Mais désormais, la question n’est pas tant de convenir de la nécessité de sortir de la politique accommodante de la BCE. La problématique se pose en des termes différents, a souligné pour conclure Mme Mathilde LEMOINE car la politique monétaire, telle qu’elle a été menée, fait qu’en tout état de cause, on ne peut retrouver la situation d’avant crise. On doit, en effet, intégrer dans notre façon d’appréhender notre environnement économique cette nouvelle donne avec les défis qu’elle pose. Ainsi, attention à ce que l’on entend par « normalisation » et « en sortir ». Remonter les taux est une chose. Cela ne veut pas dire pour autant que la BCE n’interviendra plus sur la fixation du prix des actifs, a-t-elle relevé.

Enfin, a martelé Mme LEMOINE, il convient de rappeler une vérité macro-économique, à savoir que si les taux sont bas, c’est que les perspectives de croissance sont faibles.
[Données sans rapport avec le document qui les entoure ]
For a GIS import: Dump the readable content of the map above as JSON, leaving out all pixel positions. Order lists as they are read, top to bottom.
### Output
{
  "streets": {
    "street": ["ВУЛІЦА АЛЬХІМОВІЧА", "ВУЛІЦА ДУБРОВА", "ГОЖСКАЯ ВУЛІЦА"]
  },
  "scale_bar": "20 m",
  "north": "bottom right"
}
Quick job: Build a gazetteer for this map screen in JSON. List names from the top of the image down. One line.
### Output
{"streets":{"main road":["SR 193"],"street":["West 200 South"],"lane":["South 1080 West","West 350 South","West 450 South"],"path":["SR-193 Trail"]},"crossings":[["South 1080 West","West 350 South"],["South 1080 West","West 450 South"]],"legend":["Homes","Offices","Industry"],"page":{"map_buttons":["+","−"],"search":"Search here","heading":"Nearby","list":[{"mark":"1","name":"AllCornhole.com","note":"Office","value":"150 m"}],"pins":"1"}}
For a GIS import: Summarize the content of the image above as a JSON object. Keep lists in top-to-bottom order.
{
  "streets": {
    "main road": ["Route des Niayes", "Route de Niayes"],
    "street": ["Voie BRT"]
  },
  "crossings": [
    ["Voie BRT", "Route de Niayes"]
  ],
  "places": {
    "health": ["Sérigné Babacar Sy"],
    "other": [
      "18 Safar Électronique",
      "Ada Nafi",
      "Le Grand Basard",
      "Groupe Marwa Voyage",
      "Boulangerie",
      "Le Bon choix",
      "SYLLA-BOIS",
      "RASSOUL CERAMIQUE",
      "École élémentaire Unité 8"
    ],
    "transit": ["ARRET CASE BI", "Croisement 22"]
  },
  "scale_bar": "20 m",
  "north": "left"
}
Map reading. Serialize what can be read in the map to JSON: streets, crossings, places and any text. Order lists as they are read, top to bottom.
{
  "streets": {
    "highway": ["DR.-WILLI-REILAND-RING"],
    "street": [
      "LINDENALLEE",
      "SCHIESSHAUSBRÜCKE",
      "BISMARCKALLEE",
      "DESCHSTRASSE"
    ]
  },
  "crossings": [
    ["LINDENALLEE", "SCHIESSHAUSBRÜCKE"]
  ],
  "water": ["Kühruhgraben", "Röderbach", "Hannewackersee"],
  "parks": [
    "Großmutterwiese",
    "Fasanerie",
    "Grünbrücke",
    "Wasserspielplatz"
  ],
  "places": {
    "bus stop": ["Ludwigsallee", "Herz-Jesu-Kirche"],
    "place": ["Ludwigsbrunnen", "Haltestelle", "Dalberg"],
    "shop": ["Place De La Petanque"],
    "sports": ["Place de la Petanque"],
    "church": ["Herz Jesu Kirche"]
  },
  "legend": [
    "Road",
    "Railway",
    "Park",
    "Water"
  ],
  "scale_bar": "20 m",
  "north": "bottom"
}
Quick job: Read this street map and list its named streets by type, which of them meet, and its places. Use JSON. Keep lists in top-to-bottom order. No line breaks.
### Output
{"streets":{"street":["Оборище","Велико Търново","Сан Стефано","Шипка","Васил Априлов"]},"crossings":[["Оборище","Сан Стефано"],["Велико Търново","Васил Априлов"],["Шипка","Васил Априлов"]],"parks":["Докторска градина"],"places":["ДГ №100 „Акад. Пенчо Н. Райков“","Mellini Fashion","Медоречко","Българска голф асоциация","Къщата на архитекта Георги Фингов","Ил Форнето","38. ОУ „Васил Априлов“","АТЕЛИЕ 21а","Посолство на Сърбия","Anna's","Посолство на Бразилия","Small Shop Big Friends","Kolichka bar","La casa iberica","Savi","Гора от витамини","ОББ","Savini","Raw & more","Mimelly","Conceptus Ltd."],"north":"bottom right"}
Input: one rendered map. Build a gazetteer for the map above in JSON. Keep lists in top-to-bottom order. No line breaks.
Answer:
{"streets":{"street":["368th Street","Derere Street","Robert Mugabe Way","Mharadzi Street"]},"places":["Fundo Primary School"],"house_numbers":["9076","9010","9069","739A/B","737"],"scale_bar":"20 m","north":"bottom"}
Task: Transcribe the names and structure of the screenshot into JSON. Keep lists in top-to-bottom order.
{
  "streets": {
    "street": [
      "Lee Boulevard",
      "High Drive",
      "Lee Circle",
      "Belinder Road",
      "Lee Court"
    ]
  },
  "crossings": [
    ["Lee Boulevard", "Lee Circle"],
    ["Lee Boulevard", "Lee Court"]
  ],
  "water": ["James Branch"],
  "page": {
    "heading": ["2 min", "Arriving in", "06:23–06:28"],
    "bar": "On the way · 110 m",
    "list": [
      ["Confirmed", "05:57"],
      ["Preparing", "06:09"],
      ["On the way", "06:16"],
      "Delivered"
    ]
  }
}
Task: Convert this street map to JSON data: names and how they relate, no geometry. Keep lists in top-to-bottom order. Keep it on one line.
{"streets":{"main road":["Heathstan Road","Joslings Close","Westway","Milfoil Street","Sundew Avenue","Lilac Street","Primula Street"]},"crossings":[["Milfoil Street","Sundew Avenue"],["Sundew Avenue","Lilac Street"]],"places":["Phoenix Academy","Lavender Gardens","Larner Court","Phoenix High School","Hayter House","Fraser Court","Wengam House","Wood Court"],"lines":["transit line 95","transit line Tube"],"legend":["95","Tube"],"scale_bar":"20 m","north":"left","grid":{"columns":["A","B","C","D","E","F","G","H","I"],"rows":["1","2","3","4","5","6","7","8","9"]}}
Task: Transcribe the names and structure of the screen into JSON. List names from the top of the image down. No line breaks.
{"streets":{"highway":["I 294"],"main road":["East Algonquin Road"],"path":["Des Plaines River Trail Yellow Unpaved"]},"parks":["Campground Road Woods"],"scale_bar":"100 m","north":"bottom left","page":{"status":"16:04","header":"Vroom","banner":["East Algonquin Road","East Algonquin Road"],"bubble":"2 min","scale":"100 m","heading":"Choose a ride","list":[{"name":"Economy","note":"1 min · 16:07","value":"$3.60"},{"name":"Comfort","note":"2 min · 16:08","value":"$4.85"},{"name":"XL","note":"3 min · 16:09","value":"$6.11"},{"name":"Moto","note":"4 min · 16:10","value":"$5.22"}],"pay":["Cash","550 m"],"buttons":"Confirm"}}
A un moment donné, la banque centrale a, effectivement, moins de munitions en cas de crise. Pour autant, les banques centrales considèrent que pour un même taux de croissance qu’avant la crise, le niveau d’équilibre des taux d’intérêt est désormais plus faible. Par exemple, la Réserve fédérale, pas plus tard qu’en septembre 2017, a révisé à la baisse son taux directeur d’équilibre de long terme de 3 % à 2,75 % pour un même taux de croissance potentielle. Et ce, parce ce qu’avec le vieillissement de la population, on considère qu’il y a trop d’épargne. Là encore, pour que la politique monétaire ait la même efficacité qu’avant la crise, il faut une hausse de taux moindre. L’ensemble des banques centrales dans le monde considèrent que le niveau d’équilibre des taux, le taux neutre, est plus faible qu’avant la crise. Mme LEMOINE voit là l’argument le plus théorique à l’appui de la conclusion commune de la nécessité d’une remontée progressive des taux.